Full-conditional for $\mu$

The full-conditional for $\mu$ is a normal distribution with mean $\hat{\mu}$ and variance $\frac{\sigma_{e}^{2}}{n}$, where $\hat{\mu}$ is the least-squares estimate of $\mu$ in the model $$\mathbf{y-\sum_{j=1}^{k}}\mathbf{X}_{j}\gamma_{j}\delta_{j}=\mathbf{1}\mu+\mathbf{e},$$ and $\frac{\sigma_{e}^{2}}{n}$ is the variance of this estimator ($n$ is the number of observations).

Full-conditional for $\gamma_{j}$

$$\begin{aligned} f(\gamma{}_{j}|\text{ELSE}) & \propto \exp\left\{ -\frac{(\mathbf{w}_{j}-\mathbf{X}_{j}\gamma_{j}\delta_{j})'(\mathbf{w}_{j}-\mathbf{X}_{j}\gamma_{j}\delta_{j})}{2\sigma_{e}^{2}}\right\} \\ & \times \exp\left\{ -\frac{\gamma_{j}^{2}}{2\sigma_{\beta}^{2}}\right\} \\ & \propto \exp\left\{ -\frac{[\mathbf{w}'_{j}\mathbf{w}_{j}-2\mathbf{w}'_{j}\mathbf{X}_{j}\gamma_{j}\delta_{j}+\gamma_{j}^{2}(\mathbf{x}'_{j}\mathbf{x}_{j}\delta_{j}+\sigma_{e}^{2}/\sigma_{\beta}^{2})]}{2\sigma_{e}^{2}}\right\} \\ & \propto \exp\left\{ -\frac{(\gamma_{j}-\hat{\gamma_{j}})^{2}}{\frac{2\sigma_{e}^{2}}{(\mathbf{x}'_{j}\mathbf{x}_{j}\delta_{j}+\sigma_{e}^{2}/\sigma_{\beta}^{2})}}\right\} ,\end{aligned}$$

where

$$\mathbf{w}_{j}=\mathbf{y}-\mathbf{1}\mu-\sum_{l\neq j}\mathbf{X}_{l}\gamma_{l}\delta_{l}.$$

So, the full-conditional for $\gamma_{j}$ is a normal distribution with mean

$$\hat{\gamma}_{j}=\frac{\mathbf{X}'_{j}\mathbf{w}_{j}\delta_{j}}{(\mathbf{x}'_{j}\mathbf{x}_{j}\delta_{j}+\sigma_{e}^{2}/\sigma_{\beta}^{2})}$$ and variance $\frac{\sigma_{e}^{2}}{(\mathbf{x}'_{j}\mathbf{x}_{j}\delta_{j}+\sigma_{e}^{2}/\sigma_{\beta}^{2})}$.

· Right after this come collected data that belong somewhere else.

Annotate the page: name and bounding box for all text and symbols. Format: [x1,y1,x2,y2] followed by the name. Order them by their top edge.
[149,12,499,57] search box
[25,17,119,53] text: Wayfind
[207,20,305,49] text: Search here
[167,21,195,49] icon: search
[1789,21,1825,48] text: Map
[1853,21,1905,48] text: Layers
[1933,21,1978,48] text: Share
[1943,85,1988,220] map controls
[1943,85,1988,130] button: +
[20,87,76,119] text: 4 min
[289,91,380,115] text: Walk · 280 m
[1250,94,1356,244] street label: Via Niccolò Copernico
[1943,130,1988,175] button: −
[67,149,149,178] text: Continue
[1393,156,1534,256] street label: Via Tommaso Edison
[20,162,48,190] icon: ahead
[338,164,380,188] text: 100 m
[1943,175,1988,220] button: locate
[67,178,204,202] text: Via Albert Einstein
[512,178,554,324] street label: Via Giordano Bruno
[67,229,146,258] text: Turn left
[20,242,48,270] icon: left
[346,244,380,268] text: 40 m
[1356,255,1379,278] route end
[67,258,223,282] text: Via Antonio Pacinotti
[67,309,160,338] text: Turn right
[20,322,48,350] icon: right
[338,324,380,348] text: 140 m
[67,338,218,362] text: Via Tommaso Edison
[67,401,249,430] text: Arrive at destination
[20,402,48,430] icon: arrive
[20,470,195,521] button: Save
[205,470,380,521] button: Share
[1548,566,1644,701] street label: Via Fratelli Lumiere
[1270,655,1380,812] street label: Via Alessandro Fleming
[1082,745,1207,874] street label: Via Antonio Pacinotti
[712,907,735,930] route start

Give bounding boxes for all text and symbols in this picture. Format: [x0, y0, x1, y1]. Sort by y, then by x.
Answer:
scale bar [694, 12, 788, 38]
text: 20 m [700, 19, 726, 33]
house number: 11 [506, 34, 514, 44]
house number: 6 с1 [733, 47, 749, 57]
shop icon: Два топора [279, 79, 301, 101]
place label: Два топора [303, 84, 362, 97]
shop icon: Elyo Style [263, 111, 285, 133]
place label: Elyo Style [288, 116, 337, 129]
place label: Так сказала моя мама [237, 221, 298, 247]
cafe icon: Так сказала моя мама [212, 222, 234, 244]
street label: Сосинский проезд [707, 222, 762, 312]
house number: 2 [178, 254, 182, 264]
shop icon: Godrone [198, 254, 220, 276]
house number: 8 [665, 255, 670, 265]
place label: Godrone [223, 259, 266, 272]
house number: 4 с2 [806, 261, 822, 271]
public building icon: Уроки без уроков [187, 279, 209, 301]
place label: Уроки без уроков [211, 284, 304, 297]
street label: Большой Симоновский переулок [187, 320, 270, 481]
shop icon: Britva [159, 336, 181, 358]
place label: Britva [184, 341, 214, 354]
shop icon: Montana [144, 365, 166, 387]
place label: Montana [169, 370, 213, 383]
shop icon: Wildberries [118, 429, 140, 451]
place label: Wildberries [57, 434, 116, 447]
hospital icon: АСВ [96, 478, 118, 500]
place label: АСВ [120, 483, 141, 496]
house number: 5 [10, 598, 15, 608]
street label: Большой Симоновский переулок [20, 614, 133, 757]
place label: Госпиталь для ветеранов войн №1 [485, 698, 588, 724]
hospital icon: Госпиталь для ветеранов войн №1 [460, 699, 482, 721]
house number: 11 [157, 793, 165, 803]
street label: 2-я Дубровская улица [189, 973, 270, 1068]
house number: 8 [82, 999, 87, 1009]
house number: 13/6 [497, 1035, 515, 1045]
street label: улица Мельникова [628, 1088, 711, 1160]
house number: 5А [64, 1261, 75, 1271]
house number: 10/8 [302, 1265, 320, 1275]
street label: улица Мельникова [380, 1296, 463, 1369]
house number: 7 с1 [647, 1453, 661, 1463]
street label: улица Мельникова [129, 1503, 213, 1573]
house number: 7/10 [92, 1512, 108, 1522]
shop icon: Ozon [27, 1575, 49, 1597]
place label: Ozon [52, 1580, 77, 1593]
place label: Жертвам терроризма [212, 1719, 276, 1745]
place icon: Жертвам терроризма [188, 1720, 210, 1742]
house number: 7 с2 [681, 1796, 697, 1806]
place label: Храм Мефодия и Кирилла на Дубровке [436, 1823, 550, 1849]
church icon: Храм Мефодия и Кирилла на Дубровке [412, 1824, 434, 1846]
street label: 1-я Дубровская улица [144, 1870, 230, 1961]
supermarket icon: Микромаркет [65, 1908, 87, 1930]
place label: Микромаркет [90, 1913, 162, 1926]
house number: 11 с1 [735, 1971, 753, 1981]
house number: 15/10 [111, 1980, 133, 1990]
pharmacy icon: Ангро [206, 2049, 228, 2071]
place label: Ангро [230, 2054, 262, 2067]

Full-conditional for $\delta_{j}$

$$\Pr(\delta_{j}=1|\text{ELSE})\propto\frac{h(\delta_{j}=1)}{h(\delta_{j}=1)+h(\delta_{j}=0)},$$ where $$h(\delta_{j})=\pi^{(1-\delta_{j})}(1-\pi)^{\delta_{j}}\exp\left\{ -\frac{ (\mathbf{w}_{j}-\mathbf{X}_{j}\gamma_{j}\delta_{j})' (\mathbf{w}_{j}-\mathbf{X}_{j}\gamma_{j}\delta_{j}) }{2\sigma_{e}^{2}}\right\} .$$

Full-conditional for $\sigma_{\beta}^{2}$

$$\begin{aligned} f(\sigma_{\beta}^{2}|\text{ELSE}) &\propto \left(\sigma_{\beta}^{2}\right)^{-k/2}\exp\left\{ -\frac{\sum_{j=1}^{k}\gamma_{j}^{2}}{2\sigma_{\beta}^{2}}\right\} \\ &\times (\sigma_{\beta}^{2})^{-(\nu_{\beta}+2)/2}\exp\left\{ -\frac{\nu_{\beta}S_{\beta}^{2}}{2\sigma_{\beta}^{2}}\right\} \\ &\propto (\sigma_{\beta}^{2})^{-(k+\nu_{\beta}+2)/2}\exp\left\{ -\frac{\sum_{j=1}^{k}\gamma_{j}^{2}+\nu_{\beta}S_{\beta}^{2}}{2\sigma_{j}^{2}}\right\} ,\end{aligned}$$

and this is proportional to a scaled inverted chi-square distribution with $\tilde{\nu}_{\beta}=\nu_{\beta}+k$ and scale parameter $\tilde{S}_{\beta}^{2}=(\sum_{j=1}^{k}\gamma_{j}^{2}+\nu_{\beta}S_{\beta}^{2})/\tilde{\nu}_{\beta}$.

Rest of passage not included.